Voortgaande heroriëntatie
Het huidige religieuze landschap biedt geen vaste oriëntatiepunten. Het is in beweging. Zwaartepunten kunnen verschuiven, bijvoorbeeld onder invloed van maatschappelijke ontwikkelingen (rampen, klimaat, economie, ontwikkelingen in de persoonlijke sfeer, etc.). De Tilburgse hoogleraar Paul Post (Ritual Studies) biedt in zijn studie Voorbij het kerkgebouw. De speelruimte van een ander sacraal domein (2010) aanknopingspunten voor oriëntatie in dit dynamische landschap.

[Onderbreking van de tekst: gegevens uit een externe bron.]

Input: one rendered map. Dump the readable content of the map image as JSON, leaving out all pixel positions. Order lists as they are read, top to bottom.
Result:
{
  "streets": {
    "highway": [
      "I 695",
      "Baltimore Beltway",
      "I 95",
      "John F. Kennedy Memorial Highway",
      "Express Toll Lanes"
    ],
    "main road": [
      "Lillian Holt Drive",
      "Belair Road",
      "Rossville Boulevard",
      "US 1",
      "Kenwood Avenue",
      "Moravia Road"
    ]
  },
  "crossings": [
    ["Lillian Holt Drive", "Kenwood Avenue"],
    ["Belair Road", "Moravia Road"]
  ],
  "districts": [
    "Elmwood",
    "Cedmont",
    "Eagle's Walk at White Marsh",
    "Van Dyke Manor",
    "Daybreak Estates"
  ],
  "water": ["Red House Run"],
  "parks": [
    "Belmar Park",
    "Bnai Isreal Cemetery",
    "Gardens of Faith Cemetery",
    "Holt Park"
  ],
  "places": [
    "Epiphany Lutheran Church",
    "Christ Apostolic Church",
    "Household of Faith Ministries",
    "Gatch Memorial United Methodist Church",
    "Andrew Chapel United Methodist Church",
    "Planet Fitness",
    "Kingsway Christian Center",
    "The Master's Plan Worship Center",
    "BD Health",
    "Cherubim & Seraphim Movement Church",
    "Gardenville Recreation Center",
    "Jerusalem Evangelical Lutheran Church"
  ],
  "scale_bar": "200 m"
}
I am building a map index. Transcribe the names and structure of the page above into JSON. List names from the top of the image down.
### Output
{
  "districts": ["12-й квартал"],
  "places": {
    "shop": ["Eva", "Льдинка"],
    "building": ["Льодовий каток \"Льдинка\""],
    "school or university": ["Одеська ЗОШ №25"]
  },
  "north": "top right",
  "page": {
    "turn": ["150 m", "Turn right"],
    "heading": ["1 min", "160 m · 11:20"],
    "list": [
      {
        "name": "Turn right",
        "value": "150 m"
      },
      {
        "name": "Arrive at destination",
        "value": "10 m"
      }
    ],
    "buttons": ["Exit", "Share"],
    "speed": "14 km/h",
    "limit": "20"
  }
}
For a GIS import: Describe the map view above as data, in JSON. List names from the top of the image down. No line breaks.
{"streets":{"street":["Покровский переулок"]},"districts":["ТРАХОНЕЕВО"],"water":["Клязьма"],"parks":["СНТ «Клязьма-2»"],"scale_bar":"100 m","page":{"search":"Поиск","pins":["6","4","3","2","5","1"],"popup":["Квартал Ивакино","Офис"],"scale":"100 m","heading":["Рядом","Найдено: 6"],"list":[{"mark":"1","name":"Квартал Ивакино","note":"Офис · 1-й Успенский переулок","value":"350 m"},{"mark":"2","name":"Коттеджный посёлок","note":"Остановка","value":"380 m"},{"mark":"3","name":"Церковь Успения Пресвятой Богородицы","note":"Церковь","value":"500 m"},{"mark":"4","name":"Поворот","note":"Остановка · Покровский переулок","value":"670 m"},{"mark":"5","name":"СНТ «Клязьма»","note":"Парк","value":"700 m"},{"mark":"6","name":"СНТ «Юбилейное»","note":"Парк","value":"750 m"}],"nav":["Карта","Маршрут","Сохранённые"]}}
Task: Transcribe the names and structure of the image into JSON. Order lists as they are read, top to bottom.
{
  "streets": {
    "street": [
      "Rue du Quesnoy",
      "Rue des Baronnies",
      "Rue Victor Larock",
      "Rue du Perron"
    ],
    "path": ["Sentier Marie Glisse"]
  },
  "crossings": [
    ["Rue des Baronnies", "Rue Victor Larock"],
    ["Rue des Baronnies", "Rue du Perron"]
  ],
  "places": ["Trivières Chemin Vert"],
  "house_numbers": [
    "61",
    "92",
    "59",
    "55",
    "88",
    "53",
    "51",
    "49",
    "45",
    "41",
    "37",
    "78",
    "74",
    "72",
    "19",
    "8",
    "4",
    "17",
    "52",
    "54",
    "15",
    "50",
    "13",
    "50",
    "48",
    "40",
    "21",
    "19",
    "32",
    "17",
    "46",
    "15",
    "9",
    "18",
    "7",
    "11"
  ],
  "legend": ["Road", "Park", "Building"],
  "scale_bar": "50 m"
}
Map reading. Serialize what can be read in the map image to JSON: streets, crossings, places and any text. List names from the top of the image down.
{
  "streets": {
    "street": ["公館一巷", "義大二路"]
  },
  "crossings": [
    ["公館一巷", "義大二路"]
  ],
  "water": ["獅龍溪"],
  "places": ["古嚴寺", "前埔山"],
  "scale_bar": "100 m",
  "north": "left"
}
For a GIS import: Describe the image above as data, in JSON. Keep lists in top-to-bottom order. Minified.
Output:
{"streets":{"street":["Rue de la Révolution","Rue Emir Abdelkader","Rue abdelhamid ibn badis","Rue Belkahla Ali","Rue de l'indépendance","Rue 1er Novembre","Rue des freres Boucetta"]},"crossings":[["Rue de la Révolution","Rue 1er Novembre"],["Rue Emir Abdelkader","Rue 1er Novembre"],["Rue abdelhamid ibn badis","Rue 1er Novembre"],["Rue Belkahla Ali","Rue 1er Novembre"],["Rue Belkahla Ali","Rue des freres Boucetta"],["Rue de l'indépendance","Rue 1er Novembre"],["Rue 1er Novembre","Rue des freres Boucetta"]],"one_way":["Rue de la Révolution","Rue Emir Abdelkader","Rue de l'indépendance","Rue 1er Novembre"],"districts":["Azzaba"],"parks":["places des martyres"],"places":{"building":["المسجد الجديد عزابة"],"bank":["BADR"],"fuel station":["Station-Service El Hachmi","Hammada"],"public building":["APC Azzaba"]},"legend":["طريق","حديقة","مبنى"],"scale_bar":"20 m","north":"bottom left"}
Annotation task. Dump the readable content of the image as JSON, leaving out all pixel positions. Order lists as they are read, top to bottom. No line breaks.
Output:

Naast het traditionele religieuze domein (waartoe de kerk behoort), wijst hij drie andere domeinen aan die relevant zijn om de ruimte van het heilige op het spoor te komen. Met een daarvan is de stichting vertrouwd: het domein van de cultuur, meer in het bijzonder de kunsten. De twee andere zijn nieuw: de domeinen van de herdenkingscultuur en van de vrije tijd. Nieuwe plaatsen van het religieuze en het heilige mag je volgens Post met name daar verwachten waar twee of meer van deze domeinen overlappen. Hij denkt daarbij aan de meest uiteenlopende plaatsen: ‘plekken waar doden worden herdacht, het theater, museum, de wereld van het erfgoed, toeristische attracties, natuur, bedevaart, sport (pag. 20).’
Aanknopingspunten
Dit brede perspectief biedt mijns inziens aanknopingspunten voor de Van der Leeuwstichting. Zoals bijvoorbeeld de participatie aan de Biënnale Kunst in de Heilige Driehoek dat laat zien. De Biënnale speelde zich af op het raakvlak van het traditionele religieuze domein (kloosters, liturgische traditie), kunst (met name beeldende kunst, maar ook muziek), en vrije tijd (toerisme, horeca). Er waren allerlei vormen van interactie. Bezoekers aan de expositie konden rondlopen in een deel van de kloosters en ook participeren aan het getijdengebed van de zusters; sommige van de deelnemende kunstenaars woonden en werkten als artist in residence tijdelijk tussen de kloostermuren. De inbreng van de Van der Leeuwstichting tijdens een studiedag bestond uit het actief stimuleren van de ‘overlap’. De gezamenlijke rituele performance van de zusters van Catharinadal, de zangers van het Genetic Choir en deelnemers aan de studiedag vormt daar een geslaagd voorbeeld van. Het voor deze gelegenheid ontworpen en uitgevoerde ritueel kwam op uit het middaggebed en legde een relatie met de expositie.
Vrije tijd en natuur
Een terrein waar de stichting door de invalshoek van Post ook op geattendeerd wordt, is dat van de natuur. Bij Post valt dit onder het domein van de vrije tijd. Dat lijkt voor de stichting een nieuw en dus relatief onbekend terrein. Bij nader inzien is dat echter slechts tot op zekere hoogte het geval. Wat in het Abri-project kunst in de ‘openbare ruimte’ heette, heeft, achteraf bezien, wel degelijk raakvlakken met ‘vrije tijd’ en ‘natuur’. De ‘Engelenzender’ van Toebosch, die alleen te beluisteren was op de dijk van Enkhuizen naar Lelystad is daar een voorbeeld van. Ook het meer recente project van het mobiele altaar/ Scope biedt door de principiële openheid naar de omgeving en de focus op een andere ervaring van de werkelijkheid uitdrukkelijk mogelijkheden voor overlap met het domein van de natuur. Er is met andere woorden, nog een wereld te winnen.